Supposing your opponent just lied, should you call them on it, or resign peacefully? This depends on how difficult it is to find the lie, and how easy it is to get the judge to recognize our argument. It also depends on whether we expect to be refuted later (correctly or incorrectly). Resigning cuts off the risk of refutation, but forgoes the benefit. The ratio of risk to benefit I set up is 2:1 (modulo the small probability that the game halts and we get the last word). So, we have to believe that a successful refutation on our part is twice as probable as a successful dishonest refutation of our attempted refutation.
So, roughly, for things to naturally push toward the honest equilibrium, lying had better be more than twice as hard as telling the truth. Ideally much more! (Of course, not all lying is equally difficult. We have to think the easiest lie is twice as difficult to make convincing as the hardest true refutation if we really want this sketchy math to be a general argument for honest equilibria.)

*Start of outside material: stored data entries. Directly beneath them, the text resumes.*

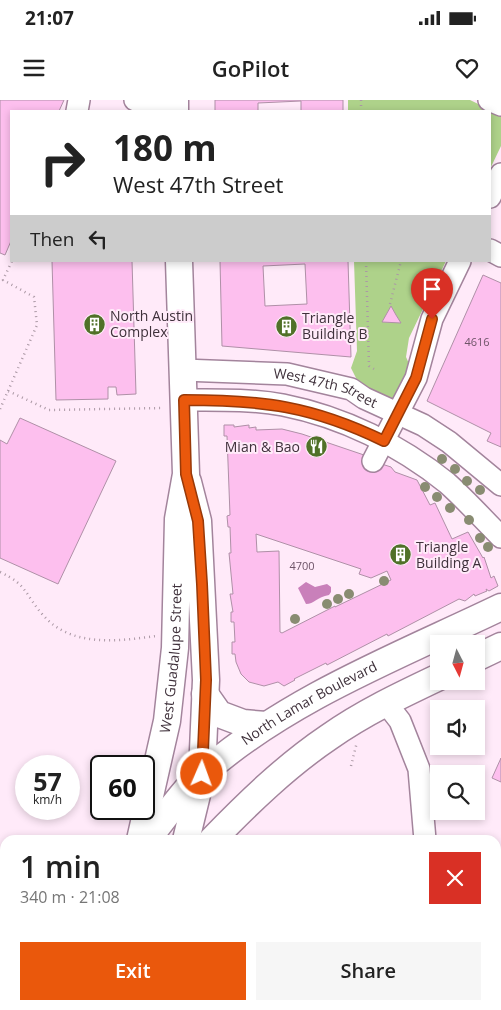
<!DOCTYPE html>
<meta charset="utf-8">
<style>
:root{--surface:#fff;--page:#f6f6f6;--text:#222;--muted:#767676;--accent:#ea580c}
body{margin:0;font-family:"Open Sans",sans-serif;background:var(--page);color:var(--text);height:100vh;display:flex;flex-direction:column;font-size:19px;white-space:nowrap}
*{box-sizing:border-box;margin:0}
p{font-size:16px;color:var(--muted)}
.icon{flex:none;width:28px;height:28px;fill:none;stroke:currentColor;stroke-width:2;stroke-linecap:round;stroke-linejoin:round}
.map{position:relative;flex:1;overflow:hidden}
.sheet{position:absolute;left:0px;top:735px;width:501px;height:175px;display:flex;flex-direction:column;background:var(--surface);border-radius:15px 15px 0 0;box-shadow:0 2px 8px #0003}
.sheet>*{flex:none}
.top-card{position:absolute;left:10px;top:10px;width:481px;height:152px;border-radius:0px;box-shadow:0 2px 8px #0003;background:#fff;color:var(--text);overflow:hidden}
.needle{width:32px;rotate:174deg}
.tools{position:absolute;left:430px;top:535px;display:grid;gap:10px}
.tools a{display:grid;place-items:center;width:55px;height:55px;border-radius:0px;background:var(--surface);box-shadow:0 2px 8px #0003;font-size:25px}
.speed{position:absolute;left:15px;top:655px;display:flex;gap:10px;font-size:25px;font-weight:700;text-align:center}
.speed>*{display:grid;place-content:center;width:65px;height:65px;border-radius:50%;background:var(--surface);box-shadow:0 2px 8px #0003;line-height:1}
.speed small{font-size:12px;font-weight:400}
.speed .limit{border:2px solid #111;border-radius:8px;background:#fff;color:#111}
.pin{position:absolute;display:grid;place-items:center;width:42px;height:42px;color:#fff;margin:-51px -21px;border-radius:50% 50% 50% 0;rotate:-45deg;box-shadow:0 0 5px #0007}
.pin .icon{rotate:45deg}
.me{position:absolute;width:55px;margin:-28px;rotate:2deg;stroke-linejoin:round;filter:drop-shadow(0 0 4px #0008)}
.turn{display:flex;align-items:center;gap:18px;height:105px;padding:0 20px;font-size:22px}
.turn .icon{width:65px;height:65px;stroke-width:2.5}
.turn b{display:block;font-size:35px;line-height:42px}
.then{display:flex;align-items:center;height:48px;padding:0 20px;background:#0003;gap:10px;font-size:19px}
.round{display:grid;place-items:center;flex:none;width:52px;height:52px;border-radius:0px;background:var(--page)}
.overview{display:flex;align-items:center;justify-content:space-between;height:85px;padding:0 20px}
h1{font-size:30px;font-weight:600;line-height:38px}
.cta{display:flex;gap:10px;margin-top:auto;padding:10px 20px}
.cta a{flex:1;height:58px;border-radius:0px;background:var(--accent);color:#fff;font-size:20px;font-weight:600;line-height:58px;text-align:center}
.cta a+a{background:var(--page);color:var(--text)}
.status{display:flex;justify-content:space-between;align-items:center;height:35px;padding:0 25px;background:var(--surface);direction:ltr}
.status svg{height:14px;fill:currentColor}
header{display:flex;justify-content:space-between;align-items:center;height:65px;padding:0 20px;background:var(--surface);font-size:22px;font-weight:600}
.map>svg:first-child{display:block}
.green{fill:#aed28a}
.water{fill:#c980ba}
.building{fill:#fdbfee;stroke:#af90a7;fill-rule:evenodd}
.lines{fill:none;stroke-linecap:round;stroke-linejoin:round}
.minor-casing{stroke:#a3849c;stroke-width:24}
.major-casing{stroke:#a3849c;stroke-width:29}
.path{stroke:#ab99a5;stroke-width:2.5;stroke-dasharray:1 4;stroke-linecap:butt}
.minor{stroke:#fff;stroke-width:21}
.major{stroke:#fff;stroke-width:26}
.tree{fill:#898c72}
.route-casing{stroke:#983908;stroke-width:12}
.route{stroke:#ea580c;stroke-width:9}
.labels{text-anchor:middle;stroke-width:4;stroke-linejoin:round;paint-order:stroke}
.number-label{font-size:11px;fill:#6e5468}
.poi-label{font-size:14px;fill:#3f313b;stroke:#ffeaf9;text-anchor:start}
.street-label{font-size:14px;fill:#3f313b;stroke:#ffeaf9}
</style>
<div class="status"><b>21:07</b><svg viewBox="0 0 49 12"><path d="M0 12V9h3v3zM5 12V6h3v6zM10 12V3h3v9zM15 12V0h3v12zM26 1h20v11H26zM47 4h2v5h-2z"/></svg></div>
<header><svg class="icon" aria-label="menu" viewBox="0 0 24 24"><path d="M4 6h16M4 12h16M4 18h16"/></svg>GoPilot<svg class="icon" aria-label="heart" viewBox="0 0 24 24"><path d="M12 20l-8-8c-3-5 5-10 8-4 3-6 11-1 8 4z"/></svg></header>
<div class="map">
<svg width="501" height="910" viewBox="0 0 501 910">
<rect width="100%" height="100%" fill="#ffeaf9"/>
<path class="green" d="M 348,0 L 470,0 L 501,15 L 501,46 L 490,69 L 490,11 L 348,11 Z
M 354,161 L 446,161 L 409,238 L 406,257 L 411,268 L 395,304 L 361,288 L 351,268 L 357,251 Z"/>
<path class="water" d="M 306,482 L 315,487 L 327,484 L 331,487 L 331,492 L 329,495 C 317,497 314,504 306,504 L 298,488 Z"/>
<path class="building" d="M 0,0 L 64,0 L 59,11 L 11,11 L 11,141 L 5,155 L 0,153 Z
M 215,0 L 343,0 L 343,11 L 301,11 L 301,1 L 258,3 L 258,11 L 215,11 Z
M 52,161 L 132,161 L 136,294 L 117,295 L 116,287 L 108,287 L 108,299 L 56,300 Z
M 220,161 L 348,161 L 351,257 L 222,246 ZM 305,164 L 307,204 L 265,206 L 263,166 Z
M 483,175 L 501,183 L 501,347 L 487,341 L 491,333 L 427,301 Z
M 391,206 L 396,215 L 401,223 L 382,222 Z
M 20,318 L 116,361 L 58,484 L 0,458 L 0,340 L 7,344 Z
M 224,325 L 234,325 L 234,327 L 249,325 L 249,328 L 256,327 L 256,330 L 282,329 L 302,334 L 364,355 L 363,358 L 391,367 L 395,372 L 417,380 L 430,405 L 435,403 L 452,439 L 468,432 L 483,458 L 484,457 L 491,478 L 494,476 L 498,486 L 489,491 L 486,489 L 487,491 L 475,496 L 474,494 L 465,501 L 459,499 L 388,536 L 387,534 L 327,565 L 326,563 L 294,579 L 295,580 L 284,586 L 278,582 L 264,586 L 249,582 L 241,574 L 236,562 L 235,554 L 232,554 L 232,542 L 235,542 L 234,522 L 231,522 L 231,512 L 233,512 L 230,494 L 233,494 L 229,453 L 231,453 L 230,427 L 228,427 L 227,416 L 230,415 L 227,336 L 224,336 ZM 256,434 L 361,469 L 359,474 L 371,478 L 387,471 L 391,480 L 335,507 L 335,506 L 282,533 L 280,532 L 279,451 L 257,452 Z
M 501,658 L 501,682 L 492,678 Z
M 202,905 L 484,905 L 485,910 L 203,910 Z"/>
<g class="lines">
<defs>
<g id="minor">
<path d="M 135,0 L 173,11"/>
<path d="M 489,0 L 501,5"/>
<path d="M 77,11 L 79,0"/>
<path d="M 490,97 L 501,74"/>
<path d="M 490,150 L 501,156"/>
<path id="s1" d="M 183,270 L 287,274 L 351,289 L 364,298 L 423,325 L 449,342 L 501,385"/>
<path d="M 184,300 C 217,300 251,299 283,305 C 343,317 400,345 447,383 C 466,400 483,419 501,437"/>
<path d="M 373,361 L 416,278 L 432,219 L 460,161"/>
<path d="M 386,603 L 400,621 L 419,669 L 425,740"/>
<path d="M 496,772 L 501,774"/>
<path d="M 496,838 L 501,837"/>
</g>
<g id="major">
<path d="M 175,0 L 175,11"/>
<path d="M 476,558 L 501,546"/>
<path d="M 205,594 L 219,614 L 243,623 L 266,625"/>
<path id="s2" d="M 140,740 L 167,621 L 175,548 L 178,419 L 186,374 L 179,161"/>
<path id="s3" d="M 147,740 C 165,717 182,692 203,673 C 289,598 399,556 501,507"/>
<path d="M 186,740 L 202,674 L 206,580 L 198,421 L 188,382"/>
<path d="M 212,740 C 248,703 286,666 329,637 C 363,613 401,595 439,577"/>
<path d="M 100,910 L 103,905"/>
</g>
</defs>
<use href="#minor" class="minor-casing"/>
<use href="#major" class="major-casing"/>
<path class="path" d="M 361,0 L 361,11
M 366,161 L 369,266 L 374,269
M 390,204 L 401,161
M 8,291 L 37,225 L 34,197 L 3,180 L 12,161
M 0,309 L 8,291 L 49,310 L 163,308
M 0,472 C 28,485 25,495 43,515 C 71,548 119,541 156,536
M 351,666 L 357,642"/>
<use href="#minor" class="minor"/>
<use href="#major" class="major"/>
</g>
<g class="tree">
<circle cx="442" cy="359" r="5"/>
<circle cx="455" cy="369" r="5"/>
<circle cx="467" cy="381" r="5"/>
<circle cx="425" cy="387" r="5"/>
<circle cx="480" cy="390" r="5"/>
<circle cx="437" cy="397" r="5"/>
<circle cx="450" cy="408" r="5"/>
<circle cx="469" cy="420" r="5"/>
<circle cx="480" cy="438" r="5"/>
<circle cx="488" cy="447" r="5"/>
<circle cx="384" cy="481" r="5"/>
<circle cx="349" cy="494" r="5"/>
<circle cx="338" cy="499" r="5"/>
<circle cx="327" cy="504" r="5"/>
<circle cx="295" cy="519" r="5"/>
</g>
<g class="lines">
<defs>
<path id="route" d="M 202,674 L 206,580 L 202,484 L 198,421 L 186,374 L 184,300 C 263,300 312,306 384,341 L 416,278 L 432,219"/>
</defs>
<use href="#route" class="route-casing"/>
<use href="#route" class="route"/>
</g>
<defs>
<symbol id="building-disc" viewBox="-11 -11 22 22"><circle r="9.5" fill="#507128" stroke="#ffeaf9"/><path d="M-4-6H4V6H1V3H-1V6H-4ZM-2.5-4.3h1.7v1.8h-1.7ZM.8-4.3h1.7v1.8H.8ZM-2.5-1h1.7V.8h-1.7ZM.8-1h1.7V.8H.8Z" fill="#fff"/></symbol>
<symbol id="restaurant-disc" viewBox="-11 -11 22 22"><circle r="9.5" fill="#507128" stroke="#ffeaf9"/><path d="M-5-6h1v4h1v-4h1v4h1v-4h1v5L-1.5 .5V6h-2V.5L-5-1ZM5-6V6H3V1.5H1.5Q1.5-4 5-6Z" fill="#fff"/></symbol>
</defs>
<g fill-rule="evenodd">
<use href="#building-disc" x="82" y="212" width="25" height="25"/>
<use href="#building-disc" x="274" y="214" width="25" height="25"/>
<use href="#restaurant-disc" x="304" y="334" width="25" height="25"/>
<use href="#building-disc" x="388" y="442" width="25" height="25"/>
</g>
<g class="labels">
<g class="number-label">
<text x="477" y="246">4616</text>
<text x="302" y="470">4700</text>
</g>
<g class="poi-label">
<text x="110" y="221">North Austin<tspan x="110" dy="16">Complex</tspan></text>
<text x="302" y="223">Triangle<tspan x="302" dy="16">Building B</tspan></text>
<text x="300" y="352" text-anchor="end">Mian &amp; Bao</text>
<text x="416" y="452">Triangle<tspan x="416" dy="16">Building A</tspan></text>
</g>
<g class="street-label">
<text dy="5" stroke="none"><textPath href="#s1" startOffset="145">West 47th Street</textPath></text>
<text dy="5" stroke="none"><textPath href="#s2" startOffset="185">West Guadalupe Street</textPath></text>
<text dy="5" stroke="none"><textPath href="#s3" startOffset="215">North Lamar Boulevard</textPath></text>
</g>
</g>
</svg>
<div class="tools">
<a><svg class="needle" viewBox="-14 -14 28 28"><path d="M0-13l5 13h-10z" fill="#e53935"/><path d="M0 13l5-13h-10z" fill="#767676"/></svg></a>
<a><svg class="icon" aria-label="sound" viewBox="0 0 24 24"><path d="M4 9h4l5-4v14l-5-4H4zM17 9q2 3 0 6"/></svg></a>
<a><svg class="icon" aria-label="search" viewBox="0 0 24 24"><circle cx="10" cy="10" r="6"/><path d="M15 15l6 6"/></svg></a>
</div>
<div class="speed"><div>57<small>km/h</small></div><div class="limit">60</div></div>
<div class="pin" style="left:432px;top:219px;background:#d93025"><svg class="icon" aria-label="arrive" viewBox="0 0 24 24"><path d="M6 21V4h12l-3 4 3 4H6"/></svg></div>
<svg class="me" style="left:202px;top:674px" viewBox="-20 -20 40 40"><circle r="17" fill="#ea580c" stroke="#fff" stroke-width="3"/><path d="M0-11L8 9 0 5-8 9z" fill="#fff"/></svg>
<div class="top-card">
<div class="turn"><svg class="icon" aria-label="right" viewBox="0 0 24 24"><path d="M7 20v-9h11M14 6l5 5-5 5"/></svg><div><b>180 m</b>West 47th Street</div></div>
<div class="then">Then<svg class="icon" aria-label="left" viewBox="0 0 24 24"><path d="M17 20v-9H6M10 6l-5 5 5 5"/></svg></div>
</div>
<section class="sheet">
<div class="overview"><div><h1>1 min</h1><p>340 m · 21:08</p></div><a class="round" style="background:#d93025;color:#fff"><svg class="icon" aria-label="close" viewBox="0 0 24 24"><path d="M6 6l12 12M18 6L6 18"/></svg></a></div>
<div class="cta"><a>Exit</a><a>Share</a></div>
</section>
</div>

Now suppose your opponent just told the truth. Should you try to refute them, or resign peacefully?
In this case, the risk to benefit ratio is the same; 2:1. However, the difficulty levels reverse: you're the one trying to lie, which means that your opponent can just be honest when refuting you. So, now, refuting their truth with a lie would have to be more than twice as easy as refuting your lie with the truth, in order for it to be worth it to you.
Both of these analyses ignore the chance that your opponent will resign instead of even trying to call you out. If lying is hard, so debaters mostly don't try, then all the better for the analysis of truth-telling: the chance of the -2 penalty becomes quite low, so they can go ahead and refute lies with no worries of retribution.
However, symmetrically, if refuting lies is hard, so opponents mostly don't try, then you can lie to your heart's content.
Overall, this informal analysis seems to point somewhat in favor of truth-telling: if the human judge can indeed tell truth from lies with some reliability, then this can snowball into a large incentive to tell the truth. The big problem is that not all lies are equally difficult, so lying may still be a perfectly good strategy in some cases.
Obviously, as with regular debate, it would be good to have a more rigorous analysis, not to mention better tools for steering toward the honest equilibrium than just naively training and hoping that the incentives are balanced right.